La fuga imposible

No podía ocurrir. Era imposible que ocurriera. Si el mayor narcotraficante del mundo volvía a escapar de una cárcel de alta seguridad —lo que nadie más había logrado—, esa escapatoria sería imperdonable, sentenció el presidente Enrique Peña Nieto tras la recaptura de Joaquín El Chapo Guzmán.

            Dada esa imposibilidad, el gobierno mexicano descartó, con orgullo nacionalista y argumentos jurídicos, que el capo de capos fuera extraditado a Estados Unidos sin que antes se le juzgara y cumpliera sus condenas en México. Los juzgados federales de California, Texas, Illinois, Nueva York, Florida y Nuevo Hampshire tendrían que esperar un buen número de años. Al fin y al cabo, como aseguró el embajador mexicano, Eduardo Medina Mora, El Chapo estaba recluido en la prisión de El Altiplano, la más segura de México. Hasta entonces eso era cierto.

            El Departamento del Tesoro estadunidense calcula que 25% de las drogas que se consumen en su país eran introducidas por la organización de Guzmán, el cártel de Sinaloa, el cual utiliza —según la misma fuente— 280 empresas para lavar dinero: aerolíneas en Ecuador, fundaciones filantrópicas en Colombia y Uruguay, inmobiliarias en Panamá, empresas turísticas en Belice, y tiendas, gasolinerías y centros de cambio en México. La red tiene un valor de más de 3 mil millones de dólares. La revista Forbes ubicó a Guzmán entre los hombres más ricos del mundo. Su negocio no se hacía sólo en Estados Unidos, sino que se extendía a decenas de países de Europa y Asia, y en su momento de mayor auge tuvo 15 mil empleados a su servicio.

            El Chapo no podía fugarse por segunda ocasión: era imposible y sería imperdonable. Pero… a la medianoche del sábado 11 de julio nos enteramos, atónitos, de que lo imposible e imperdonable había sucedido. El narcotraficante fue visto por última vez a las 20:52 de ese día entrando al área de ducha de su celda, donde no hay cámaras de vigilancia por respeto a los derechos humanos de los presos.

            No se le volvió a ver. El enemigo público número uno se había esfumado de nuevo ahora de un reclusorio con 26 filtros de seguridad y 750 cámaras.
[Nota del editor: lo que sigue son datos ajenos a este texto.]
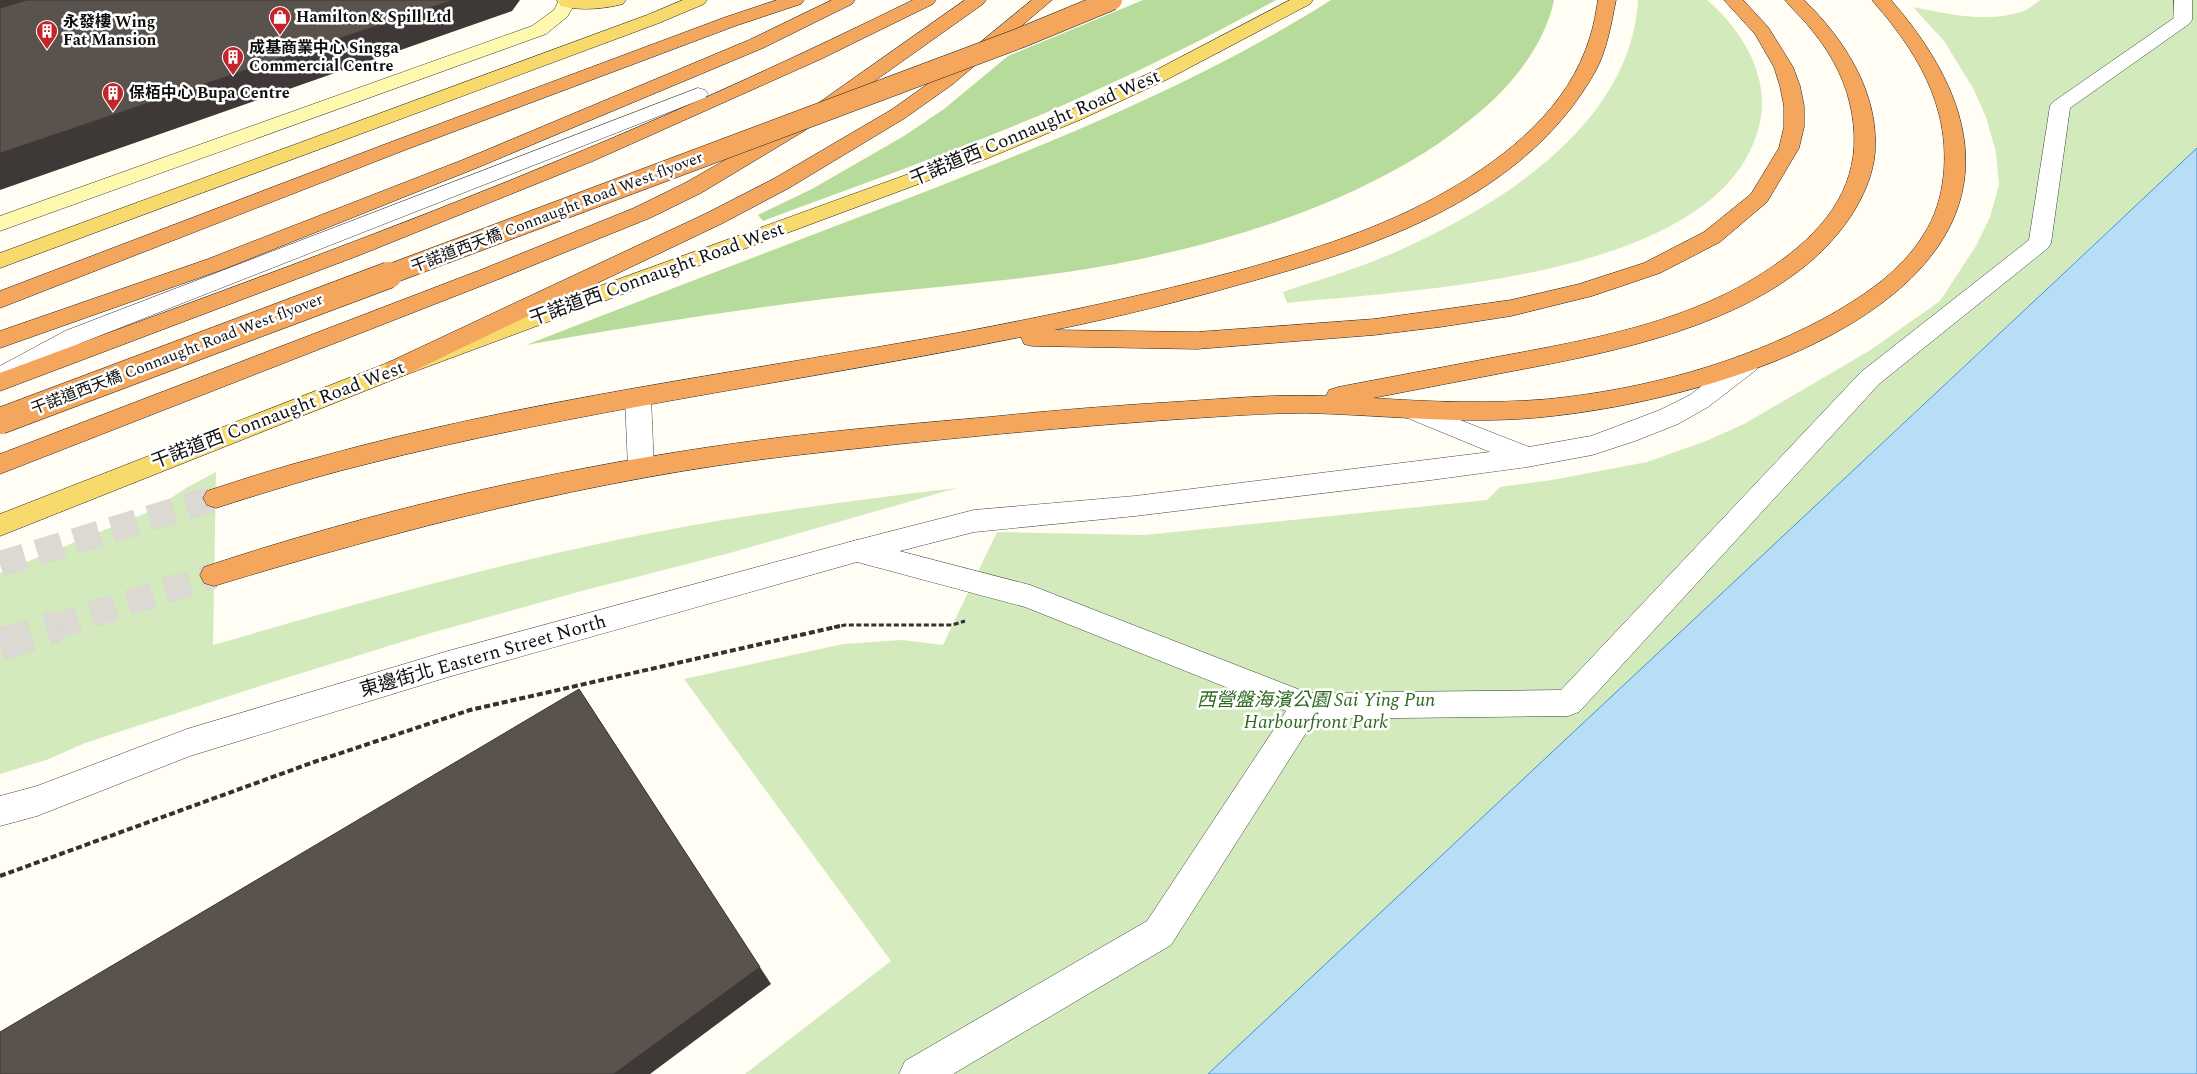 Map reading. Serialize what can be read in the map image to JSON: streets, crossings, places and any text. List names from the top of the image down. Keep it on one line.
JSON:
{"streets":{"highway":["干諾道西天橋 Connaught Road West flyover"],"main road":["干諾道西 Connaught Road West"],"street":["東邊街北 Eastern Street North"]},"parks":["西營盤海濱公園 Sai Ying Pun Harbourfront Park"],"places":{"shop":["Hamilton & Spill Ltd"],"building":["永發樓 Wing Fat Mansion","成基商業中心 Singga Commercial Centre","保栢中心 Bupa Centre"]}} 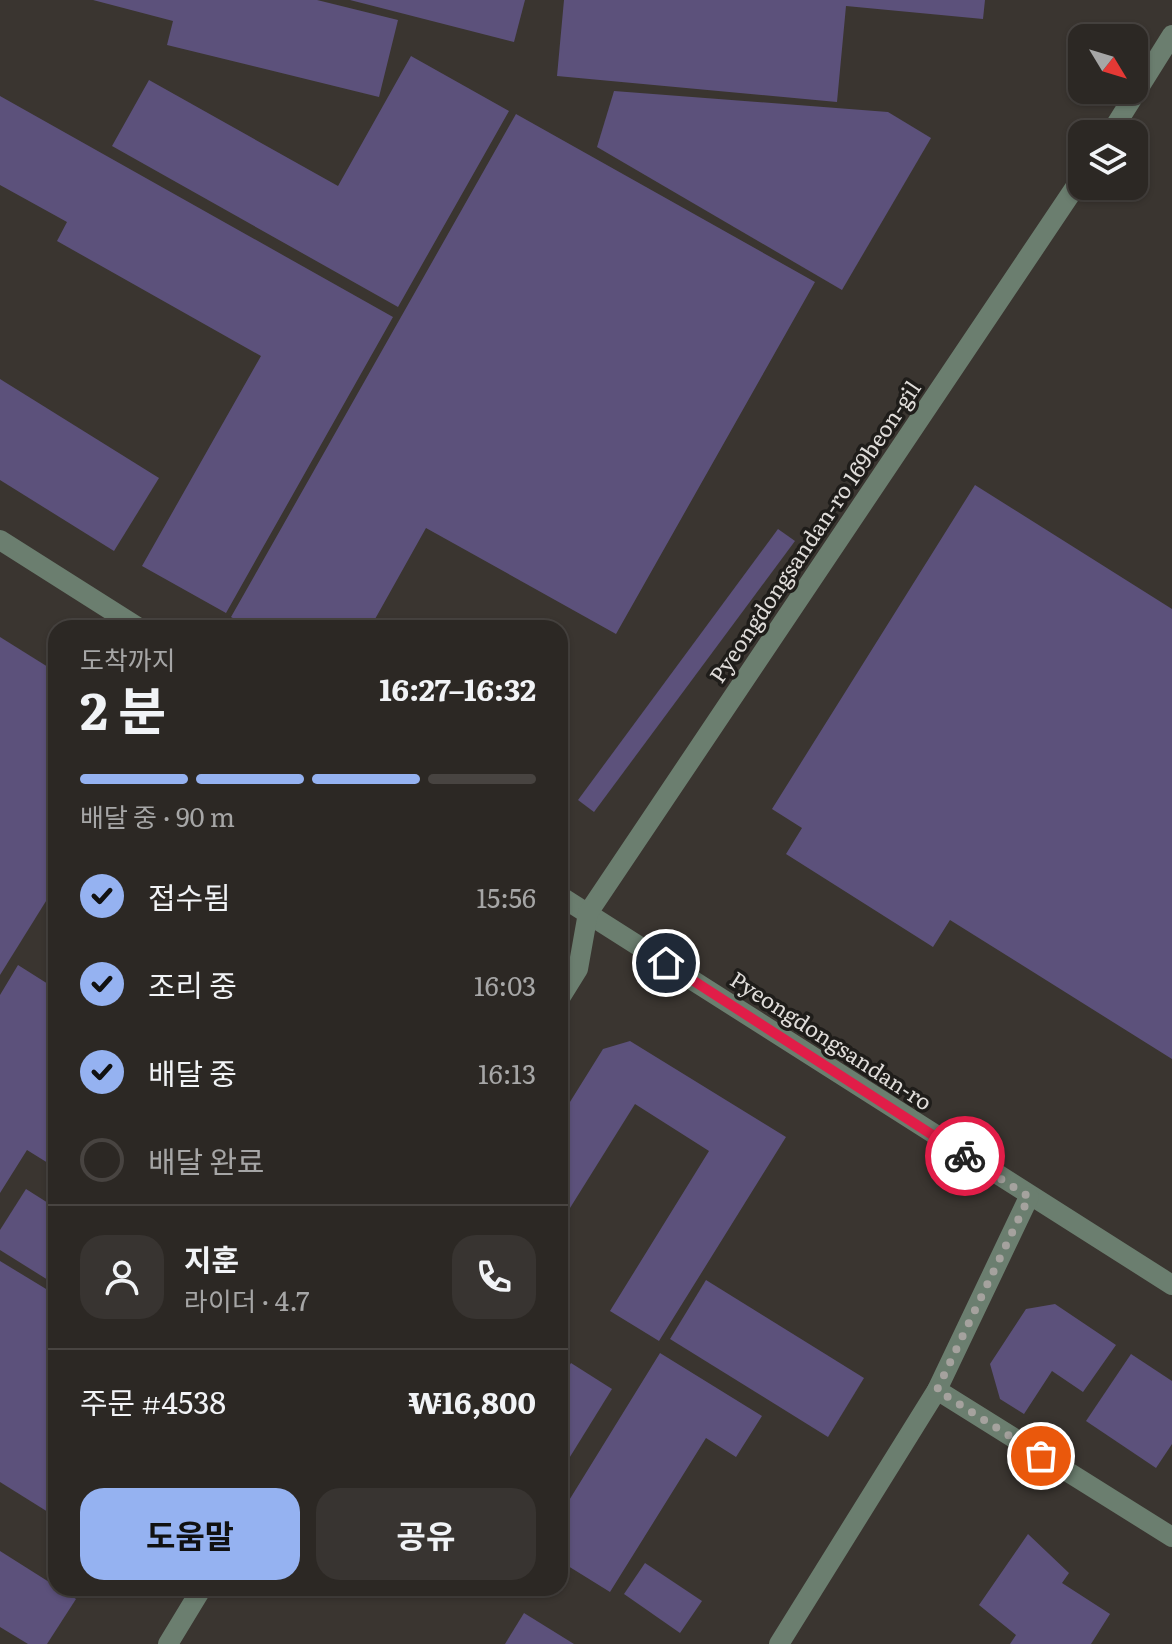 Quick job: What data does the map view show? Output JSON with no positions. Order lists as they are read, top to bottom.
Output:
{
  "streets": {
    "street": ["Pyeongdongsandan-ro 169beon-gil", "Pyeongdongsandan-ro"]
  },
  "crossings": [
    ["Pyeongdongsandan-ro 169beon-gil", "Pyeongdongsandan-ro"]
  ],
  "north": "bottom right",
  "page": {
    "heading": ["2 분", "도착까지", "16:27–16:32"],
    "panel": [
      "지훈",
      "라이더 · 4.7",
      "주문 #4538",
      "₩16,800"
    ],
    "bar": "배달 중 · 90 m",
    "list": [
      ["접수됨", "15:56"],
      ["조리 중", "16:03"],
      ["배달 중", "16:13"],
      "배달 완료"
    ],
    "buttons": ["도움말", "공유"]
  }
} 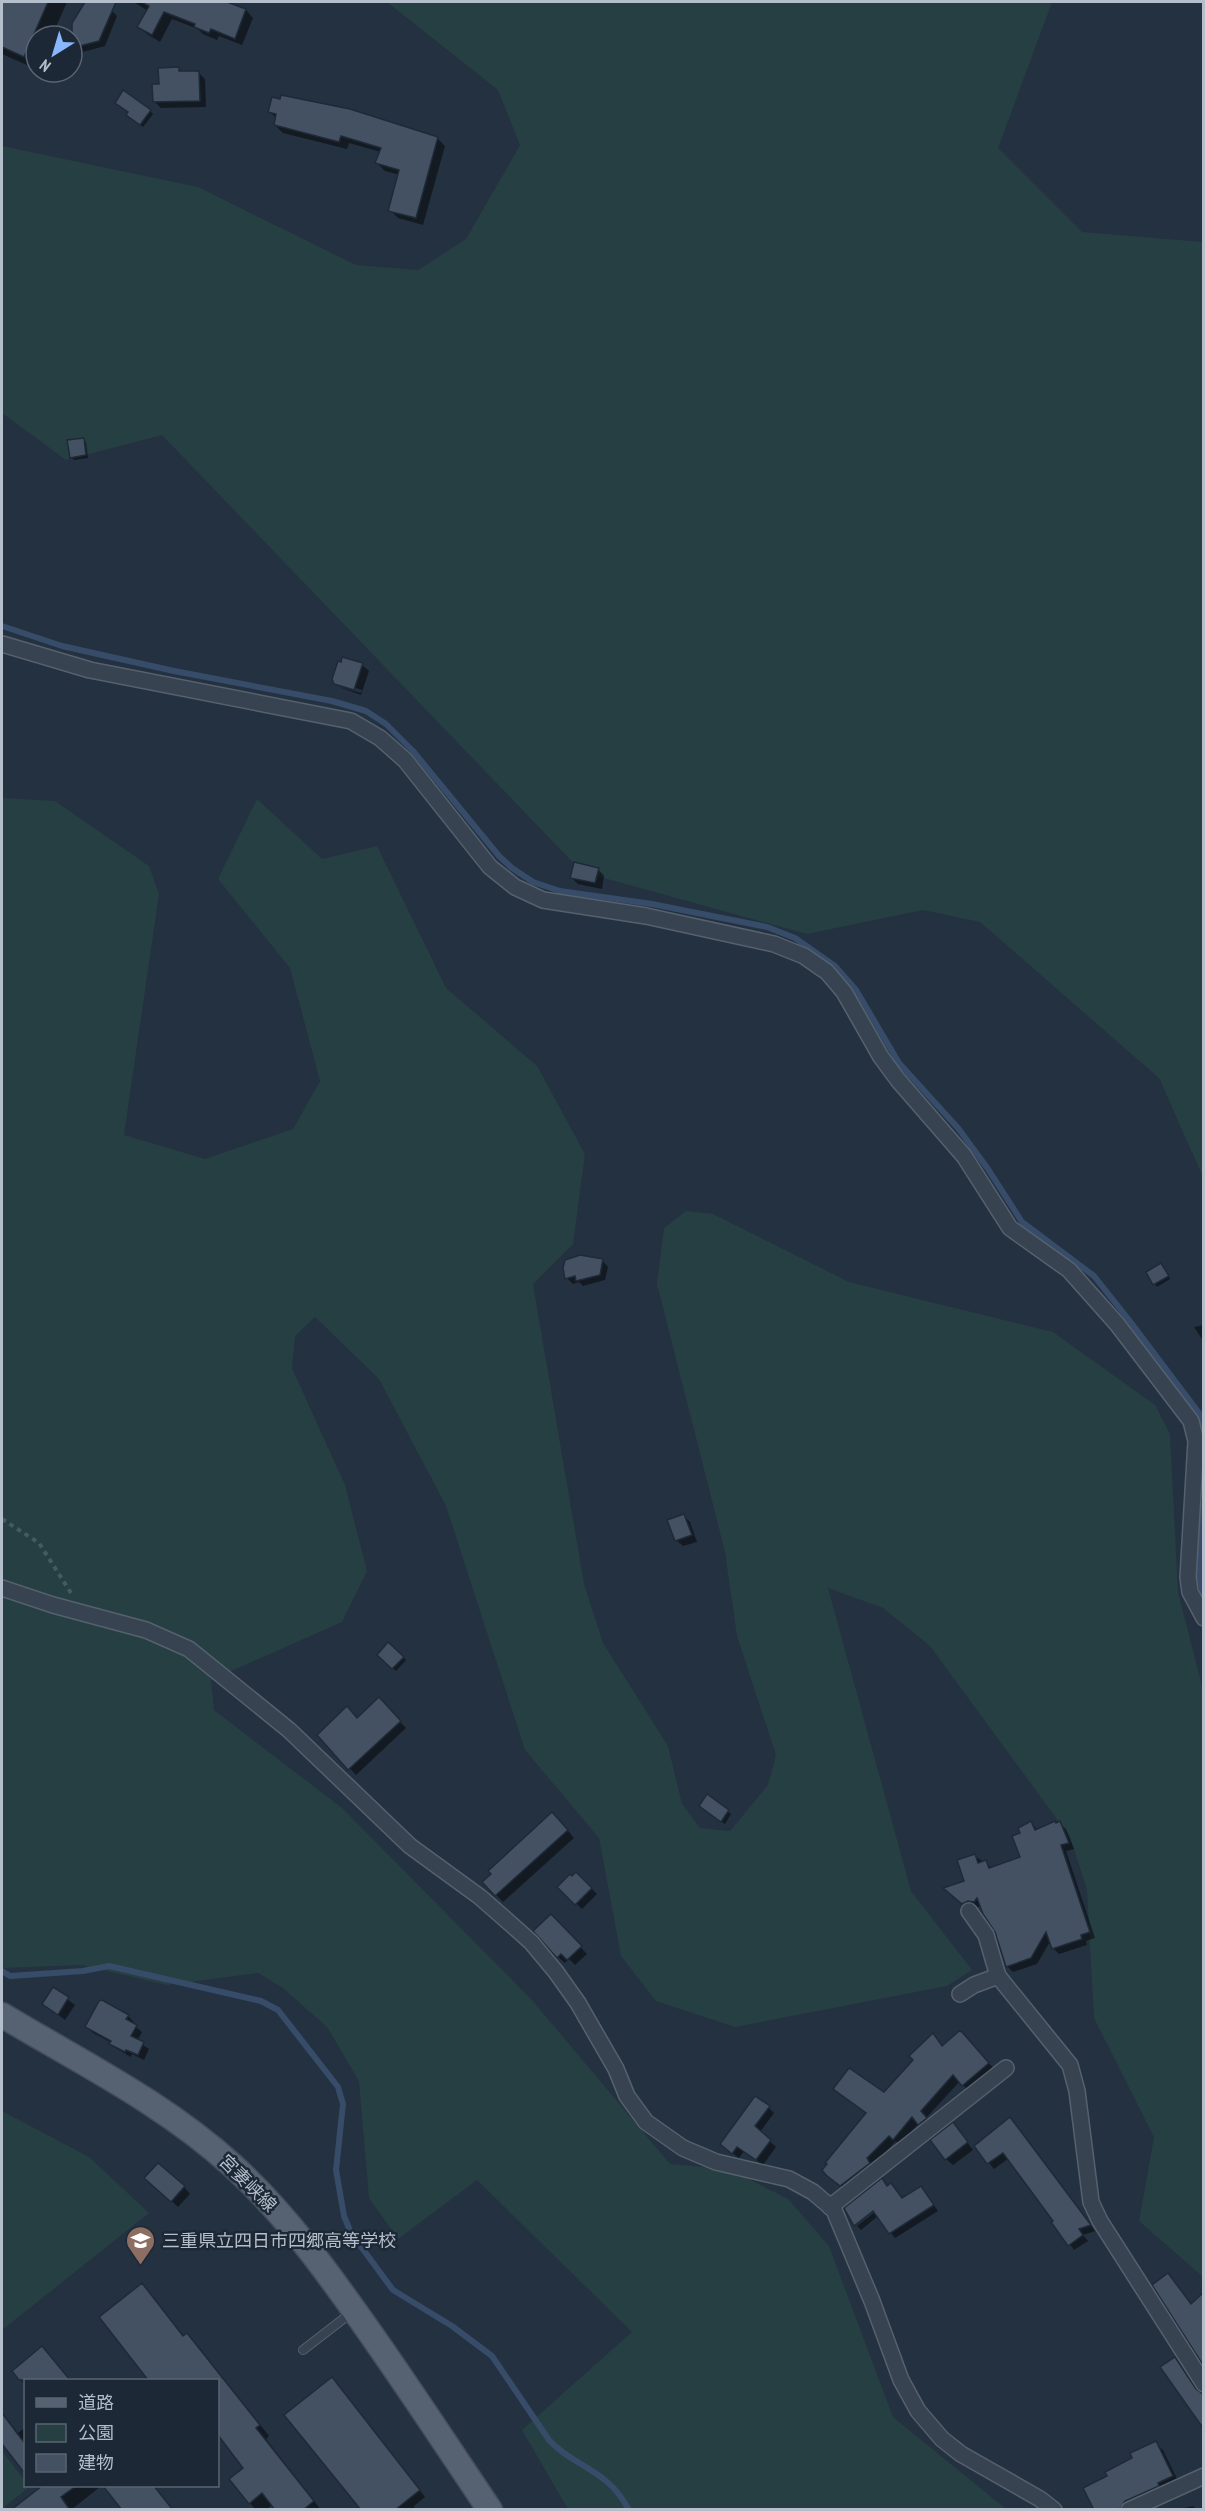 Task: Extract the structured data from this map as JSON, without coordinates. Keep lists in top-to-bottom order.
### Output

Ni del infierno —a cuya entrada está escrito que quien llega allí debe perder toda esperanza, advirtió Dante en La Divina Comedia— ni de El Altiplano nadie había escapado jamás.

            Un túnel de mil 500 metros de longitud y a 19 de profundidad —provisto de iluminación eléctrica, ventilación, una escalera colocada en un conducto vertical de 10 metros, una motocicleta y hasta rieles para sacar escombros—, que concluía exactamente bajo la regadera del recluso, es, por una parte, una asombrosa obra de ingenieros expertos, y, por otra, simboliza el tamaño de la corrupción, la incapacidad, la negligencia y las complicidades criminales de nuestro sistema de seguridad pública y justicia penal.

            Se calcula que fue necesario extraer 2 mil 652 metros cúbicos de tierra ­—lo que sólo podía lograrse con 379 viajes en camiones de siete metros cúbicos— para hacer ese corredor. Nadie percibió nada, a pesar de que los taladros tuvieron que hacer mucho ruido al acercarse al suelo del penal y de que el personal penitenciario tiene el deber de efectuar periódicamente —para lo cual fue capacitado— estudios de radar y tomografía terrestre.

            El pasadizo no hubiera sido posible sin conocimientos de ingeniería, mucho dinero, contactos y el poder de la organización del capo. Pero todo eso no bastaba: se requerían los planos de la cárcel, los que sólo pudieron ser proporcionados por servidores públicos del sistema penitenciario federal. El fugitivo recorrió el pasillo hasta una casa en obra negra, donde no hay ninguna casa aledaña, situada a kilómetro y medio del reclusorio, desde la que se inició la galería. Nadie sospechó nada, a nadie pareció extrañarle esa construcción.

            Esta segunda fuga de El Chapo refuerza la leyenda que se ha erigido sobre su figura. Un policía le dijo a Pablo de Llano, corresponsal del diario español El País: “Ni con 10 mil toneladas de roca bajo la cárcel lo podrían encerrar. Porque El Chapo Guzmán es un fantasma”.

            Ese fantasma nos ha presentado ante el mundo como un país en el que el Estado de derecho es fantasmal.